Er und andere Berliner Restauratoren seien fassungslos, sagt Wloch. Für die Restaurierung habe die Firma Roß unerfahrene Hilfskräfte eingesetzt. Mit einem "Ultrafeinmeißel" sei die Patina abgeschlagen worden und dabei seien auch alle Plomben, die die Werkstatt des Bildhauers Rauch damals in die gussbedingten Löcher im Denkmal gesetzt habe, hinausgehauen worden. Aus den Fugen des Steinsockels - dessen Bearbeitung Roß an eine Subfirma vergeben hat - schwitze kalk- und salzhaltiges Wasser aus und hinterlasse hässliche Schlieren.

Die eigentliche Schuld treffe aber die Stadt, die die Restaurierung an "unerfahrene Leute" vergeben habe, so Wloch. Schon die Ausschreibung für die Restaurierung sei offenkundig von jemand erstellt worden, der von der Sache keine Ahnung habe. Verschiedene Berliner Firmen hätten sich an der Ausschreibung deshalb nicht beteiligt.

Wloch und zwei andere Berliner Reaturationsbetriebe haben über einen Rechtsanwalt Strafanzeige gegen Unbekannt wegen des Verdachts auf "Bevorzugung im Amt" und "Verschleuderung von Steuergeldern" gestellt. Zuständig für die Auftragsvergabe war damals der Amtskonservator Heinrich S., nach Wlochs Aussage weder ein Kunsthistoriker noch ein ausgebildeter Restaurator. Gegen S. läuft bereits ein anderes Verfahren wegen Vorteilsnahme, er ist vom Dienst suspendiert.

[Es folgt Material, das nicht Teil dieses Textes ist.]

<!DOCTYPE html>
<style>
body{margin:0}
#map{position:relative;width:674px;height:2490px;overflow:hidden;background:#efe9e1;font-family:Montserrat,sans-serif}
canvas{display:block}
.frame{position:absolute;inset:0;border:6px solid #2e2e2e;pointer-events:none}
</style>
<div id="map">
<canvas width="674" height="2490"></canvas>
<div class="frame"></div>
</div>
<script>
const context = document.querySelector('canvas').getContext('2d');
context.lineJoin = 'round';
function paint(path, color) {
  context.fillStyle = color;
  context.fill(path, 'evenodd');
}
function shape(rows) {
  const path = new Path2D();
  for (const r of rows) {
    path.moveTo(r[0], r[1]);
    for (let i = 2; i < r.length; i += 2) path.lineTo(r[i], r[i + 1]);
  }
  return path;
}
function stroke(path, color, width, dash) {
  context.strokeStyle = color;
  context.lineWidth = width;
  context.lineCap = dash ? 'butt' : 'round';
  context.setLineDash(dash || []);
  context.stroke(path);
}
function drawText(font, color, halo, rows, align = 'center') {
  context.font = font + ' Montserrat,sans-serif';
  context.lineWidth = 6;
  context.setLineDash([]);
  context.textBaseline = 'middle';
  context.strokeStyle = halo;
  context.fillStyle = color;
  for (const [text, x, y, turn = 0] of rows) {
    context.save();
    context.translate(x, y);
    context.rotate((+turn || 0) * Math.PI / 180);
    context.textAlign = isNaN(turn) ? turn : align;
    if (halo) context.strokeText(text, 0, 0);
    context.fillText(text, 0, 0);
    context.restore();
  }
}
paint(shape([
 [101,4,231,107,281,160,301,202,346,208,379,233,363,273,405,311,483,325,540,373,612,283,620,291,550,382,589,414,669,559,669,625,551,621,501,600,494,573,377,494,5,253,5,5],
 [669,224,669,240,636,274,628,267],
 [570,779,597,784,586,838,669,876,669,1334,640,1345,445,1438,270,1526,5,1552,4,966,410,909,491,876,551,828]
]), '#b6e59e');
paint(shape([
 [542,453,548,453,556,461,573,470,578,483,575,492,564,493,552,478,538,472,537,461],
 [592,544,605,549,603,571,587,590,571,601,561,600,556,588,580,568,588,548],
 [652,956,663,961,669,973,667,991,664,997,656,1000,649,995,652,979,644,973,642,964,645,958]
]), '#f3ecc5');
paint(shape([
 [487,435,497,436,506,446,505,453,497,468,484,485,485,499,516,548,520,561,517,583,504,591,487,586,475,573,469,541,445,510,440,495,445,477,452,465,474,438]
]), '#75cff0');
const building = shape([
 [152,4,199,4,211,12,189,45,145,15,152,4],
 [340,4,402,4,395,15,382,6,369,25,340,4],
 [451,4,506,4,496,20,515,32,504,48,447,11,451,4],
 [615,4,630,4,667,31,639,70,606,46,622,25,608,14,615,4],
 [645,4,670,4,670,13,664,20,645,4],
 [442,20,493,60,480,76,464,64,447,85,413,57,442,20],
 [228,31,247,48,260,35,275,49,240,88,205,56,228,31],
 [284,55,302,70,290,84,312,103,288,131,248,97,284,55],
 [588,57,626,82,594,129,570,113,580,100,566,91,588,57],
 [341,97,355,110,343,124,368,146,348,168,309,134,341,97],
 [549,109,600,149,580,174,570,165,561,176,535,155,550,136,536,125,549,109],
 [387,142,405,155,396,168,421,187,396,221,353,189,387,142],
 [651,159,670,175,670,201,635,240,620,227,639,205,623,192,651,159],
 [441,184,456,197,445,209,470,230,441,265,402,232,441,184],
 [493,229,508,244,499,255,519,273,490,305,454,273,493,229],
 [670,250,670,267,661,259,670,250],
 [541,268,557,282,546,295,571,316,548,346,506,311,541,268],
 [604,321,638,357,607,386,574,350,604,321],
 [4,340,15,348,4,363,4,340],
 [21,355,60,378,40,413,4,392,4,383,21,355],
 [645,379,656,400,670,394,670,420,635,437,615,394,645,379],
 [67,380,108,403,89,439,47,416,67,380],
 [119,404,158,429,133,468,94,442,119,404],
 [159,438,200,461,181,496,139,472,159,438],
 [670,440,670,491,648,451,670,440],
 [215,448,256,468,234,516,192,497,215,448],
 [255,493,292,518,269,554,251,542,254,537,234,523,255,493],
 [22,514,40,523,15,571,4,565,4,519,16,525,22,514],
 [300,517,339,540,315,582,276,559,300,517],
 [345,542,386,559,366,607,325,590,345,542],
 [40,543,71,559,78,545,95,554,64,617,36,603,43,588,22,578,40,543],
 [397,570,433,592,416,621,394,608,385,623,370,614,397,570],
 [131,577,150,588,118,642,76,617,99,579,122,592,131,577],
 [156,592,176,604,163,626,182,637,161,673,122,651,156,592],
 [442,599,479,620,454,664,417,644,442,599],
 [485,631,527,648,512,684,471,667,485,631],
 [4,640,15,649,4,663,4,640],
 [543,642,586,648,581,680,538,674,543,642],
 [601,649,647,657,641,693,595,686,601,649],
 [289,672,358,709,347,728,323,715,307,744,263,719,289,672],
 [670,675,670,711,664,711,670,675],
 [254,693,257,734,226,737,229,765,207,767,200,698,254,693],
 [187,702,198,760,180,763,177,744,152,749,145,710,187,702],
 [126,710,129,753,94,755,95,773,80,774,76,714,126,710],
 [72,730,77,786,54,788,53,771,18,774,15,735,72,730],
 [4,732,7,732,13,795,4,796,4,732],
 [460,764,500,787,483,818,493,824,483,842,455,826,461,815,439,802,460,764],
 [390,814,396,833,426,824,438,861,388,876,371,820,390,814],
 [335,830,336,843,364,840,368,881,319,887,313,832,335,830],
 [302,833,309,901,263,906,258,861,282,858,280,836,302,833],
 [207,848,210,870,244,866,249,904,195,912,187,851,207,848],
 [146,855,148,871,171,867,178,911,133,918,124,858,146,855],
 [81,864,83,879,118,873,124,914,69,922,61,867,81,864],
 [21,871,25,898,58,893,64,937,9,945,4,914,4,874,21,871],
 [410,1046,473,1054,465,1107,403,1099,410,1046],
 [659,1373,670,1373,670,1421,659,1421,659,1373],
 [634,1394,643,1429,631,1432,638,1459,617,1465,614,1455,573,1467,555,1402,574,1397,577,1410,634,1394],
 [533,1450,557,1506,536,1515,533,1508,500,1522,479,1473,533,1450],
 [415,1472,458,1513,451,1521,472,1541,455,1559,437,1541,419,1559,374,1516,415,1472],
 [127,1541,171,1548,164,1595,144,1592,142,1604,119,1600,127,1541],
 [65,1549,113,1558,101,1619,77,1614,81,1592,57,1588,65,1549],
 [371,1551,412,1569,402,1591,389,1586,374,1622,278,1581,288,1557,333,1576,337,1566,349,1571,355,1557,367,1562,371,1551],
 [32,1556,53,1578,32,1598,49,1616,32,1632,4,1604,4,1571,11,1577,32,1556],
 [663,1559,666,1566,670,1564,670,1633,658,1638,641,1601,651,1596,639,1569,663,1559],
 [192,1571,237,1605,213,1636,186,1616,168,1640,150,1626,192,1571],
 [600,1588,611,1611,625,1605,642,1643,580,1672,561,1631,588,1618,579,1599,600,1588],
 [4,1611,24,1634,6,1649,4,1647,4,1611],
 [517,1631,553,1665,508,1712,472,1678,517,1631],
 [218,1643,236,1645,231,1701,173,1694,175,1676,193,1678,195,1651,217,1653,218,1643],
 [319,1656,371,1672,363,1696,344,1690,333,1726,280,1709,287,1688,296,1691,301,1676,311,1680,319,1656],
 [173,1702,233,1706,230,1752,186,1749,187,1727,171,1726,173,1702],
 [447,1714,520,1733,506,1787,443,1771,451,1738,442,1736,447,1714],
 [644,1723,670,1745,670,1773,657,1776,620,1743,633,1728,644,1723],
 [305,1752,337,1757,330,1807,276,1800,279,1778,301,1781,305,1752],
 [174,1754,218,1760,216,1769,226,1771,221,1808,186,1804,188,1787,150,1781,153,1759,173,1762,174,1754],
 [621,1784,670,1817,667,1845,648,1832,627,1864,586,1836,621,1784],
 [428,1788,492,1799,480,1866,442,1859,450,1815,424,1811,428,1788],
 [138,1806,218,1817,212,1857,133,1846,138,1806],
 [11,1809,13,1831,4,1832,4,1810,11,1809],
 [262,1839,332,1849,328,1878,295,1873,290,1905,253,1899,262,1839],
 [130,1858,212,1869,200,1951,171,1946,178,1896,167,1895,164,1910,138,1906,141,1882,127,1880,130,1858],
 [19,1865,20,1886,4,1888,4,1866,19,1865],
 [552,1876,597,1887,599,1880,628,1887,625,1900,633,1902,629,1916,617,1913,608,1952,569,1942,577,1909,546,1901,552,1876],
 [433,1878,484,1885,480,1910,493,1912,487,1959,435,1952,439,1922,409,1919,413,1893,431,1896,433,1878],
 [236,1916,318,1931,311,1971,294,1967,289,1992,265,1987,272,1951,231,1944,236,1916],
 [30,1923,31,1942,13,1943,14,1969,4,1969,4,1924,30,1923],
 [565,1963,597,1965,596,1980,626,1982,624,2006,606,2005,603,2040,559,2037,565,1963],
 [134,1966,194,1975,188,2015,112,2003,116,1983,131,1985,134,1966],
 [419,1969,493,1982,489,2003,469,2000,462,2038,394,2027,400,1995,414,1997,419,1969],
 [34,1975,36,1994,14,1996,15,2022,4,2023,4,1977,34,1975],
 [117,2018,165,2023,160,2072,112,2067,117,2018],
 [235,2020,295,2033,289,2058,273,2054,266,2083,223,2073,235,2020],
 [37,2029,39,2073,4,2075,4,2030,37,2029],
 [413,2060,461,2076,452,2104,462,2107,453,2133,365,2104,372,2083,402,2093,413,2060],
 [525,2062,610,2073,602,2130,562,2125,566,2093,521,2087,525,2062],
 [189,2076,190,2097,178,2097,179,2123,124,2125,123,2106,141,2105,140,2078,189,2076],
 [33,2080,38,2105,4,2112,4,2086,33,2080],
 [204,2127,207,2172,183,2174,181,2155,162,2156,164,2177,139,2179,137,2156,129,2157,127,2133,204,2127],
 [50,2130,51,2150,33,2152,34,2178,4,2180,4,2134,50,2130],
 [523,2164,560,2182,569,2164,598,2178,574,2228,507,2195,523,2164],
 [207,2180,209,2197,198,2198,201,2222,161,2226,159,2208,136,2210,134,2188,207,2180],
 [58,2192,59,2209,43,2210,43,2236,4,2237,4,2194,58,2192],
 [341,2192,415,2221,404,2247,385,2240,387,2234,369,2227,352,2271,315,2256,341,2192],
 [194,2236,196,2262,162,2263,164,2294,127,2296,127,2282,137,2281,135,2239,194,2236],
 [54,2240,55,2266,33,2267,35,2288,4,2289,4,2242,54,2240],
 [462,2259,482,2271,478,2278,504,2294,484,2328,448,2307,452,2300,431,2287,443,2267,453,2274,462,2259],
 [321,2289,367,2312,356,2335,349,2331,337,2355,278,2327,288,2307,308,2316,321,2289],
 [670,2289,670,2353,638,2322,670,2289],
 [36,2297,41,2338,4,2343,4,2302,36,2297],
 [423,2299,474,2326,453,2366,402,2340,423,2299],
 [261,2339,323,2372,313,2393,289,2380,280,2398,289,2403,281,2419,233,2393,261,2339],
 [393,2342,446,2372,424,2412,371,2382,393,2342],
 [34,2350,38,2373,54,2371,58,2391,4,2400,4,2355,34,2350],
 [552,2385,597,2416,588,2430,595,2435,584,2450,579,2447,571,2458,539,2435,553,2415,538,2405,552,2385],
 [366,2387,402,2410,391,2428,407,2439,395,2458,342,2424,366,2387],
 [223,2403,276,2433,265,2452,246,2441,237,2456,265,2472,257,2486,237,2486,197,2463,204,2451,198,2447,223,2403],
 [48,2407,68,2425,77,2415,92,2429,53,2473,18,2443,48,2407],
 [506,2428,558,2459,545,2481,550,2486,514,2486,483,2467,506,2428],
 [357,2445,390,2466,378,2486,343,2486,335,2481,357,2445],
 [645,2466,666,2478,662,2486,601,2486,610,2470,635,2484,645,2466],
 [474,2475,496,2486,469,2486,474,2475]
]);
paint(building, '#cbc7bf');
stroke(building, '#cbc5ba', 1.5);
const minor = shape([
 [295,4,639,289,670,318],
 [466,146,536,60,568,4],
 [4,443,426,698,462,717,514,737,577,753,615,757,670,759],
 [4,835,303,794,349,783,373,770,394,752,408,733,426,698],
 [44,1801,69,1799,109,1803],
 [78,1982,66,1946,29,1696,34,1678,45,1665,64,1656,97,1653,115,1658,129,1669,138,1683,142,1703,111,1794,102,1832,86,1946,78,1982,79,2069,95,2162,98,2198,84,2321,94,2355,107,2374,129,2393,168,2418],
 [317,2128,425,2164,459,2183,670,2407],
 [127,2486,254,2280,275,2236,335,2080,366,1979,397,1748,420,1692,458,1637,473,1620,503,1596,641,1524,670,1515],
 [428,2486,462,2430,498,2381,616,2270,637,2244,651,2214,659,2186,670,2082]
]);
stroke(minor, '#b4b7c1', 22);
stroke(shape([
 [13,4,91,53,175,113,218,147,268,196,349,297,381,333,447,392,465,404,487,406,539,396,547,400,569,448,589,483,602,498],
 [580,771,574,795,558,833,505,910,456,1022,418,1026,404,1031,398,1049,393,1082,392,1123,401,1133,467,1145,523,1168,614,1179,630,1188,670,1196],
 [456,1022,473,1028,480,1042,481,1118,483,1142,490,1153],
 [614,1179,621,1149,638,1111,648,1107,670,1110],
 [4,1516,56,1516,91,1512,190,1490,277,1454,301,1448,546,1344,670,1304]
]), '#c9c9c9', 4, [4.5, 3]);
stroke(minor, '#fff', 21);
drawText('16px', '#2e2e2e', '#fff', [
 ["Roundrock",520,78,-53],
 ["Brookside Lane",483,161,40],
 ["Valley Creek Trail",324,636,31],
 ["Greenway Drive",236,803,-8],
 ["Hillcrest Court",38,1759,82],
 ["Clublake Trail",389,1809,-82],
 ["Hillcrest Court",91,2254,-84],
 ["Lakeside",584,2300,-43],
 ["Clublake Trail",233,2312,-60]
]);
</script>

Die Firma Roß weist alle Vorwürfe von sich und verweist auf eine eidesstattliche Erklärung eines Experten aus dem Landesdenkmalrat, der die sachgerechte Ausführung der Restaurierung bestätigt habe. Aus dem gleichen Grund sieht auch Berlin keinen Anlass zum Misstrauen. "Wenn das alles so schlimm wäre, dann würde ich erwarten, dass man sich schriftlich an uns wendet", sagte eine Senatssprecherin.